THE LAST ACCEPTABLE PREDUDICE: Anti-Catholicism

Philip Jenkins is an Episcopalian. This article by Christopher Shea is good and worth reading although dated.

The Last Prejudice?
Philip Jenkins Argues That Anti-Catholic Bigotry Is on the Rise-Even Among Catholics

By Christopher Shea
Boston Globe
July 27, 2003

GEORGETOWN UNIVERSITY'S commencement ceremonies were a squirmy, uncomfortable affair this spring, and for once the sweltering D.C. weather had nothing to do with it. Picture the single mom, the gay uncle, the cohabitating field hockey player, sated from a celebratory Saturday breakfast, settling into the folding chairs on the quad to hear some heartening words from the honored speaker of the day. He was Cardinal Francis Arinze of Nigeria, and his theme was supposed to be Muslim-Christian relations. Instead, the cardinal delivered a ferocious harangue on American sexual mores that singed his audience's ears.
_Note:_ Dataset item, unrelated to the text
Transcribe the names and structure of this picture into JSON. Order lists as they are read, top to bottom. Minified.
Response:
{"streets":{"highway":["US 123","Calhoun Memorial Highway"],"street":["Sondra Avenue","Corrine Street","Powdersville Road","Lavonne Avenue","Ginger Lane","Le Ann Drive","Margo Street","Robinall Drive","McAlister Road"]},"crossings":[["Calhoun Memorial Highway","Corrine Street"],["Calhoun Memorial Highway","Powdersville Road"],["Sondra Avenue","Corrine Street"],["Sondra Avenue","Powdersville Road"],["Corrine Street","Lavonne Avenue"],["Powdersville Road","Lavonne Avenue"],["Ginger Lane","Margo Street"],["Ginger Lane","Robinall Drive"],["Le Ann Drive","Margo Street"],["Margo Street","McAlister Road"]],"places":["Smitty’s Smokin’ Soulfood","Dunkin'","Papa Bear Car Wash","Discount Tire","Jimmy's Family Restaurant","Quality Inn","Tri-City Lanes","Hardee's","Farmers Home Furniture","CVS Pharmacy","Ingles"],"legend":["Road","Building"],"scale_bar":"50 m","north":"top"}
"In many parts of the world, the family is under siege," Arinze railed, leaving little doubt about which part he meant. "... It is scorned and banalized by pornography, desecrated by fornication and adultery, mocked by homosexuality, sabotaged by irregular unions, and cut in two by divorce." A female theology professor got up and stalked off the stage. Previously unabashed fornicators in the crowd eyed one another uneasily.

Philip Jenkins, a professor of history and religious studies at Penn State, pretty much saw this coming. Last fall, in a much-discussed cover story in The Atlantic Monthly titled "The Next Christianity," Jenkins argued that the varieties of Christian faith thriving in the Third World were far more conservative than those in the United States. The next Christianity was on a collision course with the tolerant American creed, he wrote, and Catholic liberals in particular were demographically doomed.

"If we get an African pope, as we may before not too long, Americans may look back with nostalgia to the good old days of Pope John Paul II," Jenkins, reached at his office in State College, Pa., said recently. The Georgetown grads may have gotten a literal glimpse of the future: Cardinal Arinze has been named as a possible successor to the pontiff.

These days, Jenkins is promoting a book that will give Catholic liberals further fits. In "The New Anti-Catholicism: The Last Acceptable Prejudice" (Oxford), he argues that many leading Catholic critics of the church hierarchy-including the historian Garry Wills and the Globe columnist James Carroll-use such ferocious language that, in rhetoric if not in deed, they've become morally indistinguishable from Klansmen and 19th-century nativists.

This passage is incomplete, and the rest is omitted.